Watching the film (with a cinema full of nervous, giggling males and, at one point, swearing and retching) I kept thinking to myself, ‘what, why and how.’

On some level, I do think all writers ask themselves, when they’re working on a project, what am I trying to say, why am I trying to say it, and how am I trying to say it? I think the why is of lesser concern, because for the most part, those who create works of fiction are not necessarily driven by justifiable needs – in the beginning – perhaps later, as the piece develops, why they felt the need to create it emerges. But certainly the what and the how weighs heavily as you make your way deeper and deeper into a creative piece, particularly if the story is deliberately driven by themes and concepts. And I think the what, why and how applies both to the little things – pieces of dialogue, imagery, descriptions – and to the broader themes of the story. It’s a matter of giving your readers/viewers an experience in a particular way, using certain tools that tell the story, raise the questions, confirm the familiar and induce the emotional response.

Antichrist is, to my mind, thematically driven. The notion of motherhood/female pleasure/guilt and sin and how it works within womanhood is played out through the stages of grieving … which could be where Antichrist sort of lost me, because the two concepts are so rich and layered in and of themselves, that pairing the two together in order to explore each other is somewhat brain-combusting and needlessly cluttered.

Antichrist essentially follows a couple who, following the death of their toddler (who climbs out a window and falls to his death whilst they are having sex) retreat to a cabin in the woods, Eden, in order to confront the mother’s greatest fears and repair the gaping wound grief has made. The husband, a therapist, attempts to ascertain the mother’s greatest fear, which she is unable to identify beyond Eden, where she spent a summer with her young son working on a thesis on Gynocide. She (and her name is simply She) unravels in the most violent way as He makes discoveries of her thesis notes which gets him closer to what she most fears; herself. Her gender, her believed inherent evil, her ability to watch her son climb to his death as she has sex – which she performs voraciously and violently throughout the film in either a nod to female sexuality and what function it performs, a part of her psychological unraveling or the guilt inherent in female please, or perhaps more specifically, in balancing motherhood with one’s primal pleasure based desires.
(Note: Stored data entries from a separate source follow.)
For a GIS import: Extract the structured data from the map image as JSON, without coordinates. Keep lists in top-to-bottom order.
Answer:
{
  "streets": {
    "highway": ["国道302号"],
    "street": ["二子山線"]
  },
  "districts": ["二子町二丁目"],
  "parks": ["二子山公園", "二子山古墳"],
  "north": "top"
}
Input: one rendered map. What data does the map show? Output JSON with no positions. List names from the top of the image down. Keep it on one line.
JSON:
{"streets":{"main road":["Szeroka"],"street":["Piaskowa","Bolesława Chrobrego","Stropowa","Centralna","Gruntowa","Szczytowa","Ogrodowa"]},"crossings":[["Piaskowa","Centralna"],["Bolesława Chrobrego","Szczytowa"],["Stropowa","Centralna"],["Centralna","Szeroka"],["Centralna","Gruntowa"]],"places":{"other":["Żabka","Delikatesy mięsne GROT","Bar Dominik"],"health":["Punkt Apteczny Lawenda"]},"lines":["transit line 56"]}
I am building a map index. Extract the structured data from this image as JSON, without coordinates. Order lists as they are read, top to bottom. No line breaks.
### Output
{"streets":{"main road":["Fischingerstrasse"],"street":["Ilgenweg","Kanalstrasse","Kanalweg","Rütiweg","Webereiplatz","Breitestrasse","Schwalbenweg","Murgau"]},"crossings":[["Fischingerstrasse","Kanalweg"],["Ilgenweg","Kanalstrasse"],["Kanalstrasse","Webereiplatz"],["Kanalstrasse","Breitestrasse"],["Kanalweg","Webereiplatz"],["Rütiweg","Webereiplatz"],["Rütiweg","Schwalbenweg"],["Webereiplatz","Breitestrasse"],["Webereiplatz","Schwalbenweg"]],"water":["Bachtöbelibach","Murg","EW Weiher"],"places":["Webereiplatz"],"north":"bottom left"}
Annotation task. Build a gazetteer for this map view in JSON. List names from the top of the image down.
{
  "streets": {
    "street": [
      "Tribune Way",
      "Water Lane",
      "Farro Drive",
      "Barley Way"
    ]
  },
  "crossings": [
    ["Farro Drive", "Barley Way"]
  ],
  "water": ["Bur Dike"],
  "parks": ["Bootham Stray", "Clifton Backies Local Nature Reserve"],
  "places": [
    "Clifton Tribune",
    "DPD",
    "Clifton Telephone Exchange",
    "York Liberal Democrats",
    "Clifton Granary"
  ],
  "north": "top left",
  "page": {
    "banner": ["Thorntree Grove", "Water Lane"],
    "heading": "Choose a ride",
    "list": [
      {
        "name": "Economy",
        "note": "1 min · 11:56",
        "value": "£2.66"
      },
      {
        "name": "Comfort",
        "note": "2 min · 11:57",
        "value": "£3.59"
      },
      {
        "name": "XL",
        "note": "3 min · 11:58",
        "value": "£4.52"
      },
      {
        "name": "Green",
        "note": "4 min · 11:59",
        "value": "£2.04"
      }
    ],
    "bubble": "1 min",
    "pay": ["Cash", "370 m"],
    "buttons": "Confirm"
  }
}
Von Trier allegedly wrote Antichrist as he was coming out of a bout of depression. Consequently the film offers glimpses into an element of humanity that is scary simply because it is within all of us. And I think that’s what he was driving at when creating the true horror of the film. He asks his audience to take a glimpse into the darkest parts of his imagination, the nature of his fears. And the nature of his fears seem to be what we are capable of when pushed – what can fester inside of us, skewing our world view until we have no concept of restraint or rationality. Things are truly scary not when they are simply gory or violent or frightening – but when we realize tha the ability to do these things resides, somewhere, in all of us. And beyond this, he taps into the historically and psychologically linked concepts of female sexuality and guilt, which can be felt on some level by most women – sex/pleasure/guilt/sin/femaleness have become tangled up in each other as a result of social conditioning for thousands of years. Von Trier’s guilt ridden female protagonist, who comes to, I think, understand gynocide and fear her gender and herself for their inherent evil capacity, seems to be an extreme symbol of these primal, intertwined threads.  Freud would have a field day.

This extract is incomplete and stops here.